Work instruction: The answer must consist of every line in the data that contains "tools".

Supplied material:
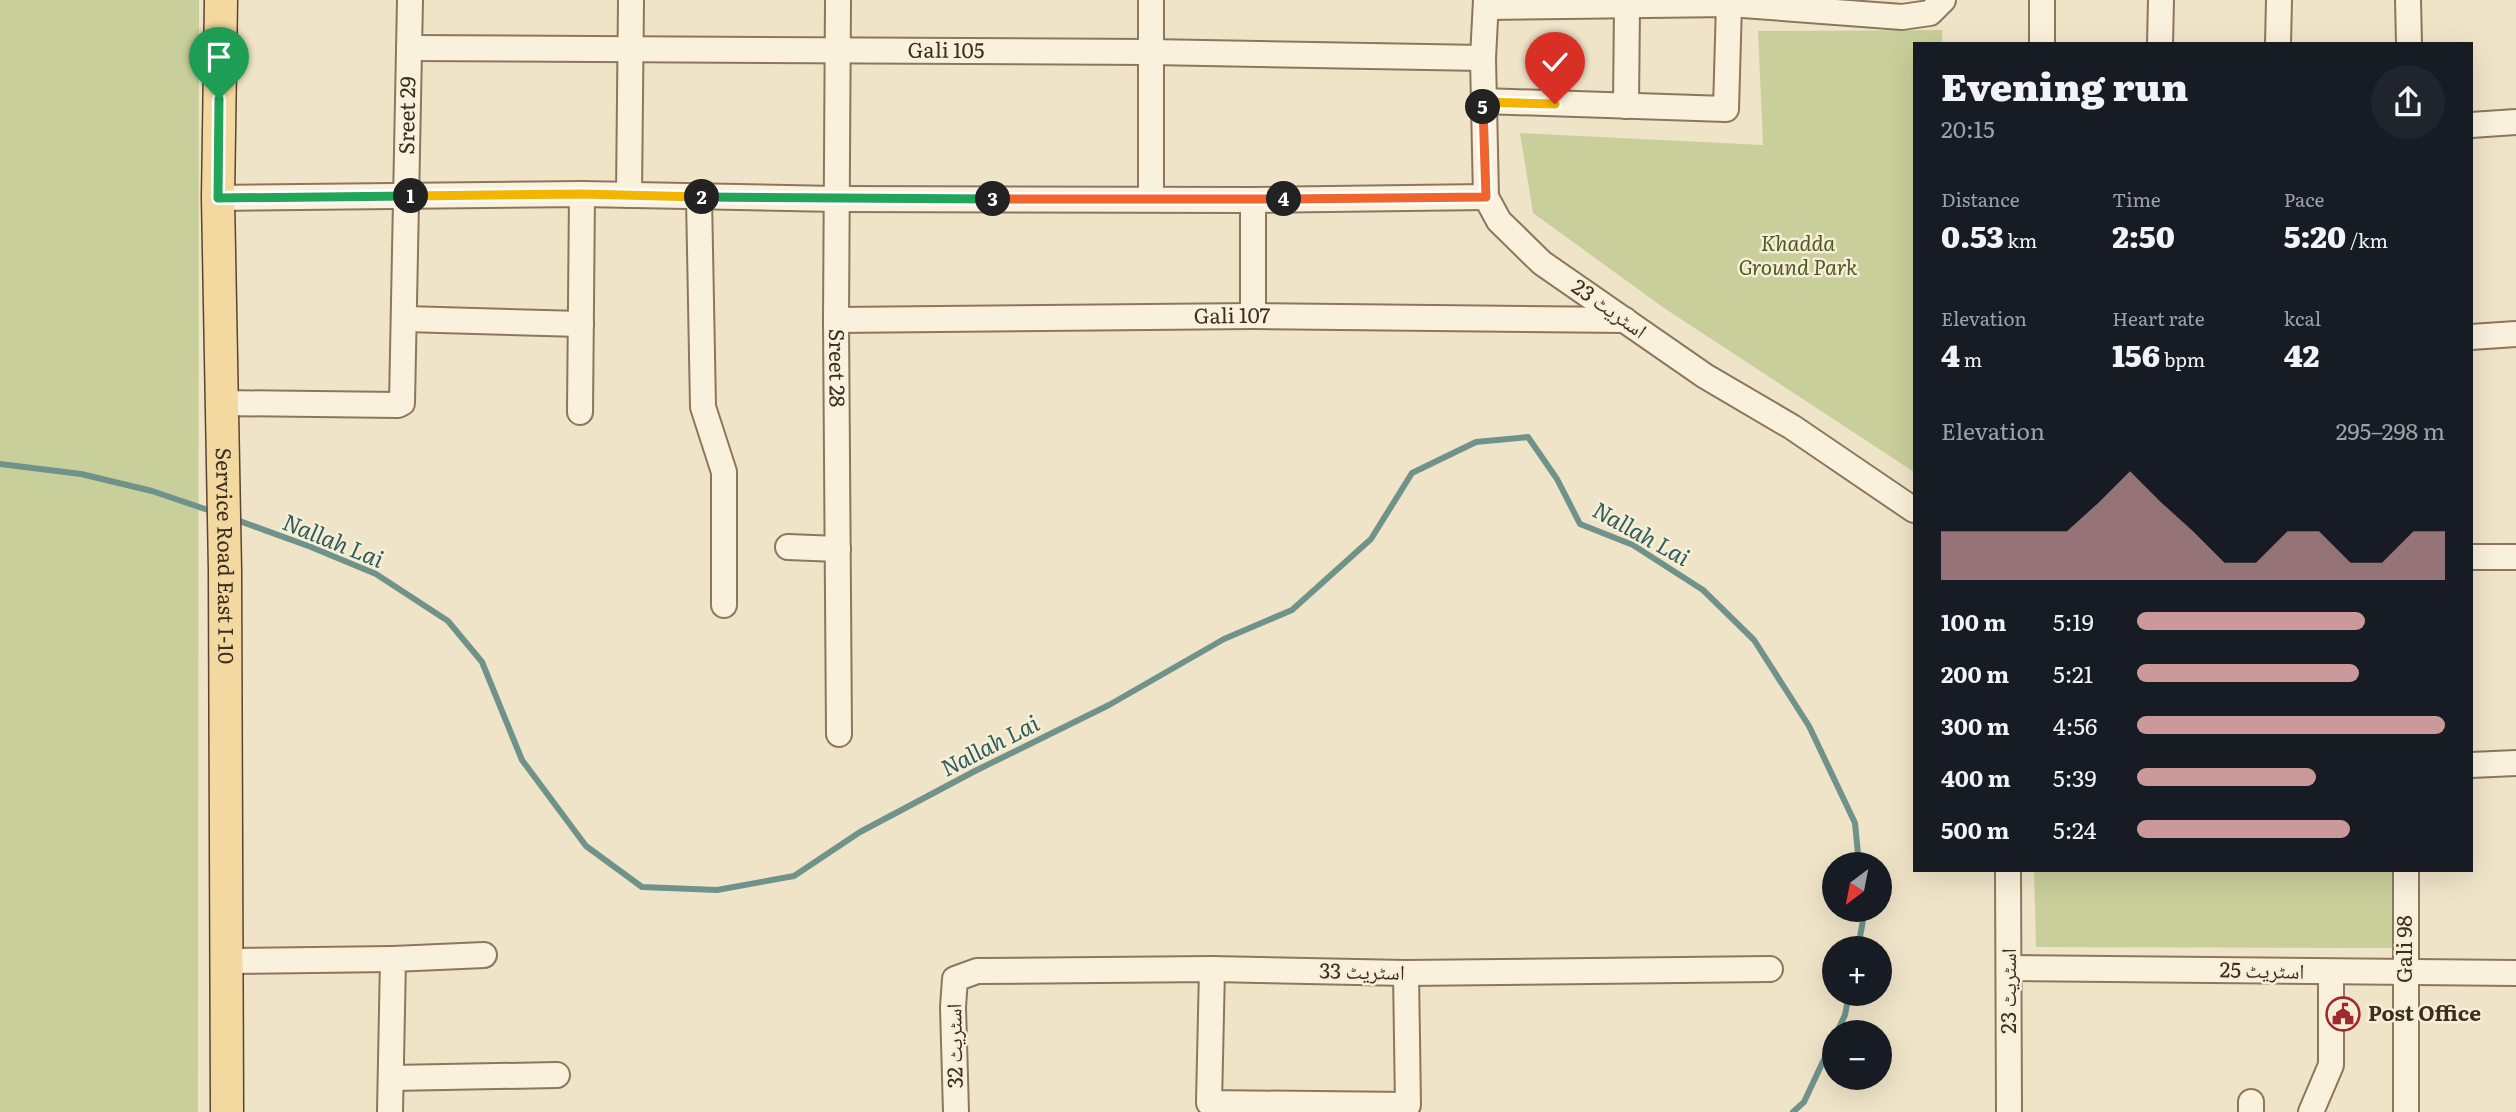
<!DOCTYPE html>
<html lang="en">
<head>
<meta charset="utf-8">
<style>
  body { margin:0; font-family:Literata,"Noto Naskh Arabic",serif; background:#20242c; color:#f1f3f6; height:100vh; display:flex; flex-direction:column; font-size:26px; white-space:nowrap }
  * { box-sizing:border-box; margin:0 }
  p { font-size:23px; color:#9ea1a6 }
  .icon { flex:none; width:38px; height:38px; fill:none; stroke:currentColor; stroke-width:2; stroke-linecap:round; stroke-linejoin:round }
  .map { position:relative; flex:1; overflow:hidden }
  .drawer { position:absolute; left:1913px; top:42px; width:560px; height:830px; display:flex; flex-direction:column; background:#171b24; border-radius:0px; box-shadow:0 7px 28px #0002 }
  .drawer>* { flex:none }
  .needle { width:46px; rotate:212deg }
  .tools { position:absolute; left:1822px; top:852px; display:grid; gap:14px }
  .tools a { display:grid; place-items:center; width:70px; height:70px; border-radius:50%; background:#171b24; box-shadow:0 7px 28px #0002; font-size:35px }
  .pin { position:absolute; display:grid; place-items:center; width:60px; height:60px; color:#fff; margin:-72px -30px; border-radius:50% 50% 50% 0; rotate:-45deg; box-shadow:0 0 7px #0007 }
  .pin .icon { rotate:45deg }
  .km { position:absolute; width:35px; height:35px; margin:-18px; border-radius:50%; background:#222; color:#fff; font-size:19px; line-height:35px; text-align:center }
  .round { display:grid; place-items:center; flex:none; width:74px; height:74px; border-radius:37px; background:#20242c }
  .overview { display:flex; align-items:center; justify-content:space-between; height:119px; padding:0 28px }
  h1 { font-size:38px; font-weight:800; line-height:52px }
  .figures { display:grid; grid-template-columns:repeat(3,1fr); gap:10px; height:119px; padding:7px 28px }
  .figures div { display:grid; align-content:center }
  .figures b { font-size:30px; font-weight:800 }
  .figures small { font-size:19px; font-weight:400 }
  .figures p { font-size:19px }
  .chart { height:196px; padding:14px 28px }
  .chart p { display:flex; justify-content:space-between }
  .chart svg { width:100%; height:126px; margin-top:7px; fill:#cc999b; opacity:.7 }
  ul { padding:0 28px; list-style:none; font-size:23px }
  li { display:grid; grid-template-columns:112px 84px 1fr; align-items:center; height:52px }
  li i { height:18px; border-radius:9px; background:#cc999b }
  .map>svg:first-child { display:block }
  .green { fill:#c9cf9b }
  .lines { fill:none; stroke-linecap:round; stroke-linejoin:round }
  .stream { stroke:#6f938a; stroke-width:6 }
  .minor-casing { stroke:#8d765c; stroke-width:28 }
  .major-casing { stroke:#5b4430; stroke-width:35 }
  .minor { stroke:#faf1dc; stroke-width:24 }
  .major { stroke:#f3d9a0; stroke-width:32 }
  .split-1-casing { stroke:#fff; stroke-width:14 }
  .split-2-casing { stroke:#fff; stroke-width:14 }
  .split-3-casing { stroke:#fff; stroke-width:14 }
  .split-4-casing { stroke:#fff; stroke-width:14 }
  .split-5-casing { stroke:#fff; stroke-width:14 }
  .split-6-casing { stroke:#fff; stroke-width:14 }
  .split-1 { stroke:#22a559; stroke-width:9 }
  .split-2 { stroke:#f5b400; stroke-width:9 }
  .split-3 { stroke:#22a559; stroke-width:9 }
  .split-4 { stroke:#f0652b; stroke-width:9 }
  .split-5 { stroke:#f0652b; stroke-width:9 }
  .split-6 { stroke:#f5b400; stroke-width:9 }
  .labels { text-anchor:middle; stroke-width:5; stroke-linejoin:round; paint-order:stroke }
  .street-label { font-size:21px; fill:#3d2e20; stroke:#f7eed8 }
  .park-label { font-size:21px; font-style:italic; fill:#4d5a26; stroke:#f7eed8 }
  .poi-label { font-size:21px; font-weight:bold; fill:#3d2e20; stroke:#f7eed8; text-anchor:start }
  .water-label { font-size:23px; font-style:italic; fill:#2f5d5a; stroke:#f7eed8 }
</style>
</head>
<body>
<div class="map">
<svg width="2516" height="1112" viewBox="0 0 2516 1112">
  <rect width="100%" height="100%" fill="#f0e4c8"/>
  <!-- green -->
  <g class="green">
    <path d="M0,0H199L198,1112H0Z"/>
    <path d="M1942,30V44H1914V472L1664,308L1533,213L1520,133L1763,145L1758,31Z"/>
    <path d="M2034,870H2392L2393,948L2036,947Z"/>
  </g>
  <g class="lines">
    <!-- stream -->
    <g class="stream">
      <path d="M0,464L81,474L152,491L214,512"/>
      <path d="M234,519L311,547L376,574L448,621L482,662L522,760L586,846L642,887L717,890L794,876L860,832L975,771L1109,705L1224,639L1292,610L1371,539L1412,473L1476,442L1528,437L1557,479L1580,524L1633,545L1703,590L1754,640L1809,726L1855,823L1859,864"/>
      <path d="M1858,948L1863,920L1862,910"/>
      <path d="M1837,1032L1845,1015L1849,994"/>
      <path d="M1793,1112L1804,1102L1834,1038"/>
    </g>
    <defs>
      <g id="minor">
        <path id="s1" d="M838,0L836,320L839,734"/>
        <path d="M1486,0L1483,58L1486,197L1499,221L1542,263L1705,376L1792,427L1914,510"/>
        <path d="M2408,0L2409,44"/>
        <path d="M1486,7L1729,4L1902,17L1930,13L1943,0"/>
        <path d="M2042,44V0"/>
        <path d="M2160,44L2161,0"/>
        <path d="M2278,44L2279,0"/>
        <path id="s2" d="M409,48L1151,52L1483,58"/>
        <path d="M1483,101L1726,109L1729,4"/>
        <path d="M1626,106L1627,6"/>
        <path d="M2471,125L2516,122"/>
        <path d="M629,195L631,0"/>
        <path d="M699,197L703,407L724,472V605"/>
        <path d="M218,198L582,194L837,199L1253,200L1486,197"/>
        <path d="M1151,199V0"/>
        <path d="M1253,316V200"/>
        <path d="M405,319L581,324"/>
        <path id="s3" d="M836,320L1253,316L1625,320"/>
        <path d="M2471,337L2516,334"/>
        <path id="s4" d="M221,403L398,405L402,403L410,0"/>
        <path d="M580,412L582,194"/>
        <path d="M788,547L838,549"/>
        <path d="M2471,557H2516"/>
        <path d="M2471,765L2516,763"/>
        <path d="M2008,870L2009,1112"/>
        <path d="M2406,870V1112"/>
        <path d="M226,961L393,959"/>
        <path d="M2009,968L2516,973"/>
        <path d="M1212,969L1209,1103L1408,1105L1406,973"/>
        <path d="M391,1078L557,1075"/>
        <path d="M2251,1102V1112"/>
        <path d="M390,1112L393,959L484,955"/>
        <path d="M956,1112L953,1007L955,979L977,971L1212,969L1406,973L1770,969"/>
        <path d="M2311,1112L2331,1065V972"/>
      </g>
      <g id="major">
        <path id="s5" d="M221,0L218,198L225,571L227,1112"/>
      </g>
    </defs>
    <!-- minor casing -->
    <use href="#minor" class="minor-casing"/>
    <!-- major casing -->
    <use href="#major" class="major-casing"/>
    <!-- minor -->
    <use href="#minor" class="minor"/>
    <!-- major -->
    <use href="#major" class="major"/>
  </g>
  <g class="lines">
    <defs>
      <path id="split-1" d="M219,99L218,198L411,196"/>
      <path id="split-2" d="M411,196L582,194L702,197"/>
      <path id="split-3" d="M702,197L993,199"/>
      <path id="split-4" d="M993,199H1284"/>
      <path id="split-5" d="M1284,199L1486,197L1483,107"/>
      <path id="split-6" d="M1483,107V102L1555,104"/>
    </defs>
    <!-- split-1 casing -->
    <use href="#split-1" class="split-1-casing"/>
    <!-- split-2 casing -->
    <use href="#split-2" class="split-2-casing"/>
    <!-- split-3 casing -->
    <use href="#split-3" class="split-3-casing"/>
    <!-- split-4 casing -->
    <use href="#split-4" class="split-4-casing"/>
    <!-- split-5 casing -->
    <use href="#split-5" class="split-5-casing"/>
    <!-- split-6 casing -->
    <use href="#split-6" class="split-6-casing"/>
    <!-- split-1 -->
    <use href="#split-1" class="split-1"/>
    <!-- split-2 -->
    <use href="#split-2" class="split-2"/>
    <!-- split-3 -->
    <use href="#split-3" class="split-3"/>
    <!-- split-4 -->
    <use href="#split-4" class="split-4"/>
    <!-- split-5 -->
    <use href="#split-5" class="split-5"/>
    <!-- split-6 -->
    <use href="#split-6" class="split-6"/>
  </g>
  <!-- icons -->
  <defs>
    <symbol id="civic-ring" viewBox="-11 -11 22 22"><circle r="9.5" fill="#f7eed8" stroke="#9e2a2b" stroke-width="1.5"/><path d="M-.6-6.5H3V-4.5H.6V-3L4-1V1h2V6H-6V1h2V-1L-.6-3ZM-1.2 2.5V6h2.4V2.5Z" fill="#9e2a2b"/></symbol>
  </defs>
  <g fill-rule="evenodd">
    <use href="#civic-ring" x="2324" y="995" width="38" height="38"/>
  </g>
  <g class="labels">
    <!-- street labels -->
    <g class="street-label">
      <text dy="7" stroke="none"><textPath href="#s2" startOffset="537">Gali 105</textPath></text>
      <text dy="7" stroke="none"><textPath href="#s4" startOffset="469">Sreet 29</textPath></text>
      <text transform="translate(1609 309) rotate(35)" y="7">اسٹریٹ 23</text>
      <text dy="7" stroke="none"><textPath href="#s3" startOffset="396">Gali 107</textPath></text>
      <text dy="7" stroke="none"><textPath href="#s1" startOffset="368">Sreet 28</textPath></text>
      <text dy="7" stroke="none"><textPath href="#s5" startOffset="556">Service Road East I-10</textPath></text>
      <text transform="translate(2405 949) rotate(-90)" y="7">Gali 98</text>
      <text transform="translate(2262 971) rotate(1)" y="7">اسٹریٹ 25</text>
      <text transform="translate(1362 972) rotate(1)" y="7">اسٹریٹ 33</text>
      <text transform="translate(2009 991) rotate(-90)" y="7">اسٹریٹ 23</text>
      <text transform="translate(955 1046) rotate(-91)" y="7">اسٹریٹ 32</text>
    </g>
    <!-- park labels -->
    <g class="park-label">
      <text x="1798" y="251">Khadda<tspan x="1798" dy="24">Ground Park</tspan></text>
    </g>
    <!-- poi labels -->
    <g class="poi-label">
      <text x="2368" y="1021">Post Office</text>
    </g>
    <!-- water labels -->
    <g class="water-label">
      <text transform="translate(1641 534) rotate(29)" y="8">Nallah Lai</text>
      <text transform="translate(333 541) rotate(22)" y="8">Nallah Lai</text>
      <text transform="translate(990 746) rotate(-27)" y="8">Nallah Lai</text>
    </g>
  </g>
</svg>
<div class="tools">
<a><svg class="needle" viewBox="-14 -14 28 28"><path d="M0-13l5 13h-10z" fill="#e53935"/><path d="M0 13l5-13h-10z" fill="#9ea1a6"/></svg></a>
<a>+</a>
<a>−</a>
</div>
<div class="pin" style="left:219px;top:99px;background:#1e9e55"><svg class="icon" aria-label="arrive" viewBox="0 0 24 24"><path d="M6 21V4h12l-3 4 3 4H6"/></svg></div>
<div class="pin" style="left:1555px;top:104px;background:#d93025"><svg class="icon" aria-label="check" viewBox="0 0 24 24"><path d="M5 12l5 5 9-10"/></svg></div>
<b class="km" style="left:411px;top:196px">1</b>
<b class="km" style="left:702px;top:197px">2</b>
<b class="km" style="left:993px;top:199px">3</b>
<b class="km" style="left:1284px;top:199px">4</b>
<b class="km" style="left:1483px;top:107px">5</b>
<section class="drawer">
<div class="overview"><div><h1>Evening run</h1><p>20:15</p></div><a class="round"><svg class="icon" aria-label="share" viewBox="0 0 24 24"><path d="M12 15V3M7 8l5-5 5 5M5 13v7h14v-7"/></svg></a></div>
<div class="figures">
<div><p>Distance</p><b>0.53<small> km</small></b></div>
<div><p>Time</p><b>2:50</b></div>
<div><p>Pace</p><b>5:20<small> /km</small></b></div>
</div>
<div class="figures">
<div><p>Elevation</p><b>4<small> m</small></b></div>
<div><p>Heart rate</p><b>156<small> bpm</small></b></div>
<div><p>kcal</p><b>42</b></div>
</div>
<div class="chart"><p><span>Elevation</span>295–298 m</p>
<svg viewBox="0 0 160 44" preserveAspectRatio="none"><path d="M0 44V27L10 27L20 27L30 27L40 27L50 17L60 6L70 17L80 27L90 38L100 38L110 27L120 27L130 38L140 38L150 27L160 27V44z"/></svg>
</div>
<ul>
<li><b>100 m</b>5:19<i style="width:74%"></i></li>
<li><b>200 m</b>5:21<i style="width:72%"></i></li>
<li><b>300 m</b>4:56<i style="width:100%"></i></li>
<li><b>400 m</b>5:39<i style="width:58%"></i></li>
<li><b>500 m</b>5:24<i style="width:69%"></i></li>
</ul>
</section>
</div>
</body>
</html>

Problem solution:
  .tools { position:absolute; left:1822px; top:852px; display:grid; gap:14px }
  .tools a { display:grid; place-items:center; width:70px; height:70px; border-radius:50%; background:#171b24; box-shadow:0 7px 28px #0002; font-size:35px }
<div class="tools">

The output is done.